# hunting in the rain



## achunter (Feb 14, 2006)

is hunting in the rain for coyotes any good?


----------



## weasle414 (Dec 31, 2006)

Never tried it but I'd imagine it would suck. They might (but probably not if they're like me and like to stay warm and dry) come in but it'd just be too wet, sloppy and cold for me to want to stay out there very long.


----------



## Bloodyblinddoors (Oct 25, 2006)

achunter said:


> is hunting in the rain for coyotes any good?


To answer the question: I cant see it being any worse or better than dry weather. I dont speak from experience though cause why the heck would I choose to put my equipment through that?

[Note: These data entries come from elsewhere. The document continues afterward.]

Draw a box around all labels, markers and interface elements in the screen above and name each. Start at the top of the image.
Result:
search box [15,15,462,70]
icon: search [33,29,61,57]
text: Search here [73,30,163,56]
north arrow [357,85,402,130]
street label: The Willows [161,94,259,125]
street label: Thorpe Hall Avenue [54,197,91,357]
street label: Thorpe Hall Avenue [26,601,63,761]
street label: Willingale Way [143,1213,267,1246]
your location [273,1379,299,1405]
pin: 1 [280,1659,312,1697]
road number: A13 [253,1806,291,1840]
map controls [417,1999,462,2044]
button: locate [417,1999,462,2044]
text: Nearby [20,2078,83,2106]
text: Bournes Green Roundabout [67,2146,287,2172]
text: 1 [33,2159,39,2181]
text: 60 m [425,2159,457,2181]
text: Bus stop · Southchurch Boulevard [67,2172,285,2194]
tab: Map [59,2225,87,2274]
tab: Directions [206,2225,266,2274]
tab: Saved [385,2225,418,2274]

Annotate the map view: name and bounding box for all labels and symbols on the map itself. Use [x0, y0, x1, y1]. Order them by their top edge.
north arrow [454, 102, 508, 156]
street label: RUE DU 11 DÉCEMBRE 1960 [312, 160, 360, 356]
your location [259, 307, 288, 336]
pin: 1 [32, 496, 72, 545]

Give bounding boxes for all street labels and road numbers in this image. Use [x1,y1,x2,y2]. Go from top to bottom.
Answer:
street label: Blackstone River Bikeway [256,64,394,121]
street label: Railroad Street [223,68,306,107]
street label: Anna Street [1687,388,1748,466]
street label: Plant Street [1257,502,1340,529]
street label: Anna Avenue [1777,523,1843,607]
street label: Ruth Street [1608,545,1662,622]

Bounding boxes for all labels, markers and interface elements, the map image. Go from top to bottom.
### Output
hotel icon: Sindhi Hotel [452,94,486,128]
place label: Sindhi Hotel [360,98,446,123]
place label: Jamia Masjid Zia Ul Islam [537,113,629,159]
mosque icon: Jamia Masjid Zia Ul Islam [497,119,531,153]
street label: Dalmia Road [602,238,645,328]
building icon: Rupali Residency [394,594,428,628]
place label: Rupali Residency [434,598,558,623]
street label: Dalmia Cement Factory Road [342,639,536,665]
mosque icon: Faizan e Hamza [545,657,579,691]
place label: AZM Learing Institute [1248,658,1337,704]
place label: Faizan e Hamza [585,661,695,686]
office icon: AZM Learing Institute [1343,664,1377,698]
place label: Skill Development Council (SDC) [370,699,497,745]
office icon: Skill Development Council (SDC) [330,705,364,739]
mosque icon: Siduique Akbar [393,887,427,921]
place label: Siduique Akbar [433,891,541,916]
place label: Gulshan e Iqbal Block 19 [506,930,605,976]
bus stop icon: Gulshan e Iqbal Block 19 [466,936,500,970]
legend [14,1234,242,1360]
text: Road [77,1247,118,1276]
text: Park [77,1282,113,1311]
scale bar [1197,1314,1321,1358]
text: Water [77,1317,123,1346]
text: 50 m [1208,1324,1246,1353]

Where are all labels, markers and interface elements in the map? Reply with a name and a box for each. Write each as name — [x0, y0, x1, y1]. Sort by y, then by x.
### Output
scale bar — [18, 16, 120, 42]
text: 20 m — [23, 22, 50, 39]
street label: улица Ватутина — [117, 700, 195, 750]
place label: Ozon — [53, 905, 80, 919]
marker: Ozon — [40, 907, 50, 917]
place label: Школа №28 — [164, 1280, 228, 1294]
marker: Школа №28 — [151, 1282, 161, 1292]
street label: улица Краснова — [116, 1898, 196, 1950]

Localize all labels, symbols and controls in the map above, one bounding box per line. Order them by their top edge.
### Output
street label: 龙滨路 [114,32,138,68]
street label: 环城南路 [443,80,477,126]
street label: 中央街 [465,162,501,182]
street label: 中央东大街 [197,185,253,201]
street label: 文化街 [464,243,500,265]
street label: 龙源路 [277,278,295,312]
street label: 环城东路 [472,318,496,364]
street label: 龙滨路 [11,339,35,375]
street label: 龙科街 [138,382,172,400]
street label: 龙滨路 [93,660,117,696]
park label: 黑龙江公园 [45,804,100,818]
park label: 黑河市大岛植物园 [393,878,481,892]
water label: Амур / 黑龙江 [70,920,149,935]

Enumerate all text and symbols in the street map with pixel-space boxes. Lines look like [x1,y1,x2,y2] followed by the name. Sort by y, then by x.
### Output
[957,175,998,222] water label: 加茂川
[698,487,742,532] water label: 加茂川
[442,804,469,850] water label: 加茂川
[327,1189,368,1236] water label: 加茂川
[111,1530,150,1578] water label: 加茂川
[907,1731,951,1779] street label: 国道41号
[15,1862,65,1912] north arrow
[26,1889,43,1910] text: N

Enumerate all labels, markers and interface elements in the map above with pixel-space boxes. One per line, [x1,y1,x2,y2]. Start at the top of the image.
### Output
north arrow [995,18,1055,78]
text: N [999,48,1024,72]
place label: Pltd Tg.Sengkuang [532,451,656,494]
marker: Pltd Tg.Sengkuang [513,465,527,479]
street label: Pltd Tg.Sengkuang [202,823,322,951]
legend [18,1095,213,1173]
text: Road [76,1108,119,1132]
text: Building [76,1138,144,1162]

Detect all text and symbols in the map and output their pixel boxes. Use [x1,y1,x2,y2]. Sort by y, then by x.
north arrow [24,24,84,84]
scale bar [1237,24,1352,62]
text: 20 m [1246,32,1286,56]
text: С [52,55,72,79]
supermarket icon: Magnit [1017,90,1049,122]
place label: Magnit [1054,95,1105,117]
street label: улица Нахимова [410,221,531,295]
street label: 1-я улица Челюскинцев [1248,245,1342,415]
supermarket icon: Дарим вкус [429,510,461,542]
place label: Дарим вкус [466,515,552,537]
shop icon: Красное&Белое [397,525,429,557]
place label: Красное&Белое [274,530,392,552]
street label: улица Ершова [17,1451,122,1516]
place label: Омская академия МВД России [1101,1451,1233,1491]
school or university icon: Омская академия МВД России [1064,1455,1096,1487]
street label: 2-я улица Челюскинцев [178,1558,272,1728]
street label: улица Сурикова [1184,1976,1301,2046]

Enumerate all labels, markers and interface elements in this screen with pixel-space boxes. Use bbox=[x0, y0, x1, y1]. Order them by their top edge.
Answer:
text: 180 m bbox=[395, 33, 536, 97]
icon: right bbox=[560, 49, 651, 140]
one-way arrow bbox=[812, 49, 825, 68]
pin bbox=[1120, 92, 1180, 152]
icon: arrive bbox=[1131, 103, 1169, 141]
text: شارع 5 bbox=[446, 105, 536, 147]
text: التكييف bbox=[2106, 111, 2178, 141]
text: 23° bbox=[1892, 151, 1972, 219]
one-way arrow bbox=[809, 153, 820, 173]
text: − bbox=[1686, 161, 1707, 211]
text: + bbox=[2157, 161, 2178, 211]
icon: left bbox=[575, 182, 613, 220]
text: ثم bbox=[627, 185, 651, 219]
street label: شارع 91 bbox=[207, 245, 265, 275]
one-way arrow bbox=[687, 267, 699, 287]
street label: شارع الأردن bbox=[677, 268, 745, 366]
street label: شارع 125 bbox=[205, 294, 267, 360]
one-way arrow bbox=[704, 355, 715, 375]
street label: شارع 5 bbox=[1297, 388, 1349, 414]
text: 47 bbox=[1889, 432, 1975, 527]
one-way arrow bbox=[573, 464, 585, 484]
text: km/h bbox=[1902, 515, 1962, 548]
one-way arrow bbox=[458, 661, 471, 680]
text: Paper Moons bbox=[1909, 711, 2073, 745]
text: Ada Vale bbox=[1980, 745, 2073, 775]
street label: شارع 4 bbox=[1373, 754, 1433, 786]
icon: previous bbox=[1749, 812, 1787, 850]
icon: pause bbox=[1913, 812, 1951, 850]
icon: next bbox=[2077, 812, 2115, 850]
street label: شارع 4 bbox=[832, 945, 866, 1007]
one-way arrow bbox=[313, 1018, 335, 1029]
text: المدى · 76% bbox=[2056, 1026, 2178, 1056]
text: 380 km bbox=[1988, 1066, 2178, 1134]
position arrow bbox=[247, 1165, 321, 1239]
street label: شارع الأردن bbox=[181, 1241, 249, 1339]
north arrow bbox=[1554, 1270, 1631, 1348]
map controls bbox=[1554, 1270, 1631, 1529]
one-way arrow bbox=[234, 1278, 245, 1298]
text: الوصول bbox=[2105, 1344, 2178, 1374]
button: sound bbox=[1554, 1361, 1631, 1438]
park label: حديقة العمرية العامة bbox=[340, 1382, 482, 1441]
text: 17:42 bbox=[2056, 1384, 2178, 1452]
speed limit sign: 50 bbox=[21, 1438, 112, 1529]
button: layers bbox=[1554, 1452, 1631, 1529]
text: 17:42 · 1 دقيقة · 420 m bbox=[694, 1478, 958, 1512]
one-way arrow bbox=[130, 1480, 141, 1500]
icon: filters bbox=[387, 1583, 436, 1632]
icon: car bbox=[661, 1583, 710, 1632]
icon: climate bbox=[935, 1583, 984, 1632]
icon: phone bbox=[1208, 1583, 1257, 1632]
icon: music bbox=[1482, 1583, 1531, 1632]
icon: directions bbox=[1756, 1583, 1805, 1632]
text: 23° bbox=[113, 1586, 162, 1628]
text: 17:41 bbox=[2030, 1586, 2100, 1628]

Why would you want to hunt in the rain for coyotes? Do you live in Oregon or somthing?


----------



## Danny B (Jun 6, 2006)

Hunting coyotes in a light rain or snow can be real good hunting.


----------



## Plainsman (Jul 30, 2003)

I have had good hunting in snow, can't say about rain. However, some of the best bow hunting for deer I have ever had has been in rain. Years ago I purchased one of those camouflaged umbrellas. It was split in the middle and you tied it around the tree. One of the first times I used it I noticed deer out in the middle of the day feeding. Bucks were on their trails. I guess they didn't expect humans out in it or something.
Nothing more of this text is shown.